In solving the nation's budget problem, the hardest thing for policymakers and citizens to deal with is the fact that nation's current budget problem "is fundamentally different going forward than it has been in the past," says Douglas Elmendorf, director of the Congressional Budget Office, Congress's forecasting and analysis arm.
Speaking Tuesday at a Monitor-sponsored breakfast for reporters, Mr.

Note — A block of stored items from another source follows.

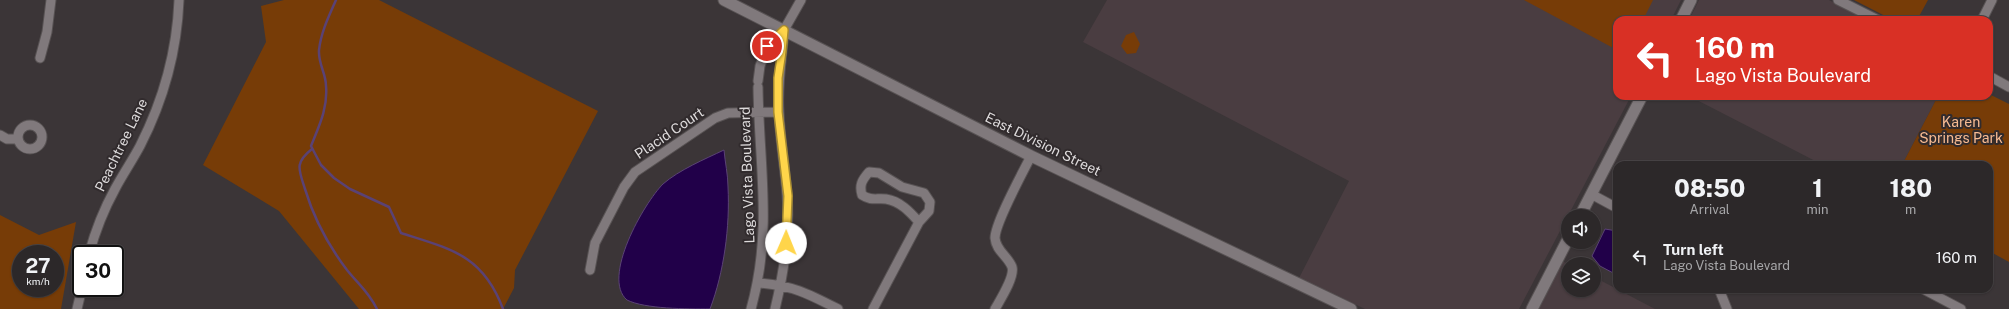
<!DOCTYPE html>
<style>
:root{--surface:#2c2829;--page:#383435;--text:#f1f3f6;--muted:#a6a6a8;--line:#484446}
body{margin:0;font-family:"Public Sans",sans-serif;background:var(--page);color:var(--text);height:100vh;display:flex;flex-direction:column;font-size:15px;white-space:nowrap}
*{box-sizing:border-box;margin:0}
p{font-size:13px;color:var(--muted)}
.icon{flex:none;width:22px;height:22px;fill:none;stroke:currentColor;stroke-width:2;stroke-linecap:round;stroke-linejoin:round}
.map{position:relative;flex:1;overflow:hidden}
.sheet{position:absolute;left:1613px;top:161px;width:380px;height:132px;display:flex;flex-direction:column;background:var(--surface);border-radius:12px;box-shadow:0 1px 3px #0004,0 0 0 1px var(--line)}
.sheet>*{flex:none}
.top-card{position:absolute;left:1613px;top:16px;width:380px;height:84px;border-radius:12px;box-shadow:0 1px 3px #0004,0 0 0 1px var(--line);background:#d93025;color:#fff;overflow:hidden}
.buttons{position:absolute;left:1561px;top:209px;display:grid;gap:8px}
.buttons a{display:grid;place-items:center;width:40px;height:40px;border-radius:50%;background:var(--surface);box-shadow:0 1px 3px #0004,0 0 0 1px var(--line);font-size:20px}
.speed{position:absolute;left:12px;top:245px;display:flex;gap:8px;font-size:20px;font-weight:700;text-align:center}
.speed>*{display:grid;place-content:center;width:52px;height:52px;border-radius:50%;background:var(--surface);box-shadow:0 1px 3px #0004,0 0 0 1px var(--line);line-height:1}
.speed small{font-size:10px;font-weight:400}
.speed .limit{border:2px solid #111;border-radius:6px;background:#fff;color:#111}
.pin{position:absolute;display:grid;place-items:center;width:34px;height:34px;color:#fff;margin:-17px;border:2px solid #fff;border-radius:50%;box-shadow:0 1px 4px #0007}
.me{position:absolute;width:44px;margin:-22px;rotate:1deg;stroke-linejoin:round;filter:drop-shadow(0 0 3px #0008)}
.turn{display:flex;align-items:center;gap:14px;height:84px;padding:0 16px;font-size:18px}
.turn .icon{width:52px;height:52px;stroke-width:2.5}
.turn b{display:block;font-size:28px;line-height:34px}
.eta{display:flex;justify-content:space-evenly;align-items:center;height:68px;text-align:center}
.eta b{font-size:24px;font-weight:800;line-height:28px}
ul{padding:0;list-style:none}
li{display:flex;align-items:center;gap:12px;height:56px;padding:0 16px}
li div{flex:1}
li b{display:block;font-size:15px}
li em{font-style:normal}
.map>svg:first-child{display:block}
.built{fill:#4a3d41}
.green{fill:#773c07;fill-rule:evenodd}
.water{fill:#210049;stroke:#5a4275}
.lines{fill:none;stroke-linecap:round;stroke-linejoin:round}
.stream{stroke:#5a4275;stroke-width:2.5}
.minor-casing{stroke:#575253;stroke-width:11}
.tertiary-casing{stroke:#575253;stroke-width:13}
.minor{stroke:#80797c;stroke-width:9}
.tertiary{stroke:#80797c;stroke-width:11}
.route-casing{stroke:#a68a30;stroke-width:10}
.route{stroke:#ffd54a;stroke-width:7}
.labels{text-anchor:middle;stroke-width:4;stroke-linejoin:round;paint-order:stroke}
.park-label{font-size:14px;fill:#f8bb92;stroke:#312b2d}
.street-label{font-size:14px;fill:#dedbdc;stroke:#312b2d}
</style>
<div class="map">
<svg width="2009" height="309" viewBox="0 0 2009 309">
<rect width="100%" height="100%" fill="#3b3537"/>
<!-- built -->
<path class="built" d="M1107,0H1681L1671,20H1617V96H1631L1519,309H1365L1299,278L1349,181L1083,42Z
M1699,0H1829L1868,20H1689Z
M1689,96H1938L1902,165H1823Z
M1562,261L1568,264V290H1594V277L1655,309H1537Z"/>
<!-- green -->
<path class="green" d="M284,0H379L598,111L515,270L514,288L503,309H359L279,211L203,165L266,42L261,6Z
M1524,0H1653L1643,20H1617V50Z
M1854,0H1928L1917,20H1893Z
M1134,32L1140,44L1136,53L1127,54L1121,46L1126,35Z
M1989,94L2009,104V262L1989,251V165H1902L1938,96H1989Z
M0,215L39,235L76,222L61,309H0ZM21,254H55V288H21Z"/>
<!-- water -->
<path class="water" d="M724,150C725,162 728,175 728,187C730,227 724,272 710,309C687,309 645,309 627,300C601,278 644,203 663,184C679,170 705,159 724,150Z
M1605,229L1617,231V275L1600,266L1592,256Z"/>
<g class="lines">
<!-- stream -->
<path class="stream" d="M336,0C329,16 321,32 319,50C318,64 326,73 326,86C328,108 319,126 311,146L321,165L334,178L350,189L389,207L401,233C451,249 483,255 503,309
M312,149C294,163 299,170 305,189C314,219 328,245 347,270C359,285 368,291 377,309"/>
<defs>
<path id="minor" d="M1838,0L1878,20
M1982,20L1992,0
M40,58L47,32L51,0
M1989,76L2009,87
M758,81L760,66L768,44L784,30L801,0
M18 137a12 12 0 1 1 24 0a12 12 0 1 1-24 0Z
M0,135L7,139H17
M1591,194L1617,208
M89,254C95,232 104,209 115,189C123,174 132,161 140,146C163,101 177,51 179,0
M590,270L595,243L624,187L635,172L715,118L728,113L778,112
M759,283C794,286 807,293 838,309
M1719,289L1727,309
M1923,289L1961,309
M77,309L82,288
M751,309C773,230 759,166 758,87
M775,309C784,272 790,232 787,194C785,167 780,140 779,112C777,84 782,58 784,30
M873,309L919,222L929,211L930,202L924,193L902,187L879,173L869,172C862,180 859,185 862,195C871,201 876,198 886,199C900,201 910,212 919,222
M995,309C1000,300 1015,277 1012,267C1008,256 996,251 995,238C995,223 1023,172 1031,156"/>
<path id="tertiary" d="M724,0L1031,156L1351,309
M1681,20L1691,0
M1580,216L1642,96
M1532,309L1568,239"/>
</defs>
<!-- minor casing -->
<use href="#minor" class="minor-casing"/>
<!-- tertiary casing -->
<use href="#tertiary" class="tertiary-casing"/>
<!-- minor -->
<use href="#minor" class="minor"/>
<!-- tertiary -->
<use href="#tertiary" class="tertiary"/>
</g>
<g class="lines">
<defs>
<path id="route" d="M767,46L784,30L782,51L778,78V112L788,196L786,243"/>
</defs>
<!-- route casing -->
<use href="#route" class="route-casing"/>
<!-- route -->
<use href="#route" class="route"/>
</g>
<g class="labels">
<!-- park labels -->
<g class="park-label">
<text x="1961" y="127">Karen<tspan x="1961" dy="16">Springs Park</tspan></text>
</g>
<!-- street labels -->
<g class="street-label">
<text transform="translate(669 133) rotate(-34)" y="5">Placid Court</text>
<text transform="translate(1043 144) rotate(26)" y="5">East Division Street</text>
<text transform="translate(121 145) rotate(-64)" y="5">Peachtree Lane</text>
<text transform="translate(747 175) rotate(-92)" y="5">Lago Vista Boulevard</text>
</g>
</g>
</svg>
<div class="buttons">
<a><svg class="icon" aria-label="sound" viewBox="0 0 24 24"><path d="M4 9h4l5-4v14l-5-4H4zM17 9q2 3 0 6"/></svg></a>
<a><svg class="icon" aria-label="layers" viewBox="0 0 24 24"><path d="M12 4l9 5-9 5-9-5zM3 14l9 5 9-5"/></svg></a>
</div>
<div class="speed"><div>27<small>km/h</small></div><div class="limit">30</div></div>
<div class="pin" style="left:767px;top:46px;background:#d93025"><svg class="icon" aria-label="arrive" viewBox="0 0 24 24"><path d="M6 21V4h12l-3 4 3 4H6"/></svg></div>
<svg class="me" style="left:786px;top:243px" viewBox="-20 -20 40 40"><circle r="19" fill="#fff"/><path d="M0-13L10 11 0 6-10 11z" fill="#ffd54a"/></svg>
<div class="top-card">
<div class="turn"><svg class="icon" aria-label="left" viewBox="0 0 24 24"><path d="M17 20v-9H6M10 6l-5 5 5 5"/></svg><div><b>160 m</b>Lago Vista Boulevard</div></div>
</div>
<section class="sheet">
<div class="eta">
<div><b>08:50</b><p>Arrival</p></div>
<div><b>1</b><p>min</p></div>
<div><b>180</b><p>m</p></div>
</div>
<ul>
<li><svg class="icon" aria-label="left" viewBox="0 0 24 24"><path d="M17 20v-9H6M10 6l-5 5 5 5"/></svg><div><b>Turn left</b><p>Lago Vista Boulevard</p></div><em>160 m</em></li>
</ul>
</section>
</div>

Elmendorf warned that, as it stands, the US government cannot afford to do all the things it has done in the past. "We cannot repeat the budget past in the sense that we cannot have revenues at the same share of GDP, and have the same sorts of programs for older Americans, and run the rest of the government in the same way, the way we did before."
'We can do one or two of those three things," he added. "One can't do all of them."
The reason, he said, is "because there are a lot more older Americans, and health care is much more expensive relative to the rest of the economy."
In practical terms, that means either the government will have to raise taxes to boost revenue, cut spending for seniors, or cut spending on other federal functions.
Elmendorf's comments Tuesday morning provide context for the meeting Vice President Joe Biden was scheduled to hold Tuesday afternoon at the Capitol with a bipartisan, bicameral group seeking to forge a plan to raise the federal government's debt ceiling while cutting federal spending.